**Work task:**
Please copy the entries below word for word.
Material for the task: Begin
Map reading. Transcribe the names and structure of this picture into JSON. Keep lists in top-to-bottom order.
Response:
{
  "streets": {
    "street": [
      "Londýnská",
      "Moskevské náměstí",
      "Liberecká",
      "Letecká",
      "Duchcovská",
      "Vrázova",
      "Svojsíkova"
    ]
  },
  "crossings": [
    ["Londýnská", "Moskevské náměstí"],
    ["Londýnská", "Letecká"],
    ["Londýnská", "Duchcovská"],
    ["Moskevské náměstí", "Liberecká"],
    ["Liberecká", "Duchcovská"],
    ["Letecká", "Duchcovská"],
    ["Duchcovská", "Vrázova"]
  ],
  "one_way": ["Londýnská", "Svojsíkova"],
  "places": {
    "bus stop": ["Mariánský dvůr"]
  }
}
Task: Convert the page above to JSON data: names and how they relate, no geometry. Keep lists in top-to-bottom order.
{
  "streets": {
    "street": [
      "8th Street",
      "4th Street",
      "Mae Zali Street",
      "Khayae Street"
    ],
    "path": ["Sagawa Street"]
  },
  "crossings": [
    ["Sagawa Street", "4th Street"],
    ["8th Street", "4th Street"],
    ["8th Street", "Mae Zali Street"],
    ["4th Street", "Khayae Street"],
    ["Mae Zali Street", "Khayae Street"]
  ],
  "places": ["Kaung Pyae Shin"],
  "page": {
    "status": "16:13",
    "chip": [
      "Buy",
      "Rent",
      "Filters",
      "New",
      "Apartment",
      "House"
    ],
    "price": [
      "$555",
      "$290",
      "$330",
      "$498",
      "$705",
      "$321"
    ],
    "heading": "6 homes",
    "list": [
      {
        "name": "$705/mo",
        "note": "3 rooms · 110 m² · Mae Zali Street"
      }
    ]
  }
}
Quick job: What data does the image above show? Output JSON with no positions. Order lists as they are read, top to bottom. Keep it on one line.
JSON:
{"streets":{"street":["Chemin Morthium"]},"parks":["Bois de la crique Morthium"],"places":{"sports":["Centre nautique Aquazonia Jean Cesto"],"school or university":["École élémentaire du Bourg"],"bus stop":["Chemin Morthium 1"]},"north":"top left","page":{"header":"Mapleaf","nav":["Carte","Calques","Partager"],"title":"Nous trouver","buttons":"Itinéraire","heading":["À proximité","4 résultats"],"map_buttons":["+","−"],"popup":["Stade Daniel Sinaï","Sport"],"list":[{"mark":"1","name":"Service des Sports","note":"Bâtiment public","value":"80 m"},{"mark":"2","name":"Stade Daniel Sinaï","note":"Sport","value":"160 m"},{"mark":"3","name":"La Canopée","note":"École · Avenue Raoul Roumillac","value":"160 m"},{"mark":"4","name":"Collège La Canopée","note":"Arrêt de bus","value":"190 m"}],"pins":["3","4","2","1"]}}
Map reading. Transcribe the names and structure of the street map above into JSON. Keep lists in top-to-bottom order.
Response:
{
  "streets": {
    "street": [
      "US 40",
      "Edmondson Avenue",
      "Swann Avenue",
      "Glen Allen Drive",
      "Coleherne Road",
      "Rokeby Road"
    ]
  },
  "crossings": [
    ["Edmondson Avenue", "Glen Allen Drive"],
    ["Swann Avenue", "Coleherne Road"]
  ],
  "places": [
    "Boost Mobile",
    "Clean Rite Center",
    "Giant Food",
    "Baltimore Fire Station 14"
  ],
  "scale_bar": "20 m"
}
Material for the task: End
**Task result:**
Map reading. Transcribe the names and structure of this picture into JSON. Keep lists in top-to-bottom order.
Response:
{
  "streets": {
    "street": [
      "Londýnská",
      "Moskevské náměstí",
      "Liberecká",
      "Letecká",
      "Duchcovská",
      "Vrázova",
      "Svojsíkova"
    ]
  },
  "crossings": [
    ["Londýnská", "Moskevské náměstí"],
    ["Londýnská", "Letecká"],
    ["Londýnská", "Duchcovská"],
    ["Moskevské náměstí", "Liberecká"],
    ["Liberecká", "Duchcovská"],
    ["Letecká", "Duchcovská"],
    ["Duchcovská", "Vrázova"]
  ],
  "one_way": ["Londýnská", "Svojsíkova"],
  "places": {
    "bus stop": ["Mariánský dvůr"]
  }
}
Task: Convert the page above to JSON data: names and how they relate, no geometry. Keep lists in top-to-bottom order.
{
  "streets": {
    "street": [
      "8th Street",
      "4th Street",
      "Mae Zali Street",
      "Khayae Street"
    ],
    "path": ["Sagawa Street"]
  },
  "crossings": [
    ["Sagawa Street", "4th Street"],
    ["8th Street", "4th Street"],
    ["8th Street", "Mae Zali Street"],
    ["4th Street", "Khayae Street"],
    ["Mae Zali Street", "Khayae Street"]
  ],
  "places": ["Kaung Pyae Shin"],
  "page": {
    "status": "16:13",
    "chip": [
      "Buy",
      "Rent",
      "Filters",
      "New",
      "Apartment",
      "House"
    ],
    "price": [
      "$555",
      "$290",
      "$330",
      "$498",
      "$705",
      "$321"
    ],
    "heading": "6 homes",
    "list": [
      {
        "name": "$705/mo",
        "note": "3 rooms · 110 m² · Mae Zali Street"
      }
    ]
  }
}
Quick job: What data does the image above show? Output JSON with no positions. Order lists as they are read, top to bottom. Keep it on one line.
JSON:
{"streets":{"street":["Chemin Morthium"]},"parks":["Bois de la crique Morthium"],"places":{"sports":["Centre nautique Aquazonia Jean Cesto"],"school or university":["École élémentaire du Bourg"],"bus stop":["Chemin Morthium 1"]},"north":"top left","page":{"header":"Mapleaf","nav":["Carte","Calques","Partager"],"title":"Nous trouver","buttons":"Itinéraire","heading":["À proximité","4 résultats"],"map_buttons":["+","−"],"popup":["Stade Daniel Sinaï","Sport"],"list":[{"mark":"1","name":"Service des Sports","note":"Bâtiment public","value":"80 m"},{"mark":"2","name":"Stade Daniel Sinaï","note":"Sport","value":"160 m"},{"mark":"3","name":"La Canopée","note":"École · Avenue Raoul Roumillac","value":"160 m"},{"mark":"4","name":"Collège La Canopée","note":"Arrêt de bus","value":"190 m"}],"pins":["3","4","2","1"]}}
Map reading. Transcribe the names and structure of the street map above into JSON. Keep lists in top-to-bottom order.
Response:
{
  "streets": {
    "street": [
      "US 40",
      "Edmondson Avenue",
      "Swann Avenue",
      "Glen Allen Drive",
      "Coleherne Road",
      "Rokeby Road"
    ]
  },
  "crossings": [
    ["Edmondson Avenue", "Glen Allen Drive"],
    ["Swann Avenue", "Coleherne Road"]
  ],
  "places": [
    "Boost Mobile",
    "Clean Rite Center",
    "Giant Food",
    "Baltimore Fire Station 14"
  ],
  "scale_bar": "20 m"
}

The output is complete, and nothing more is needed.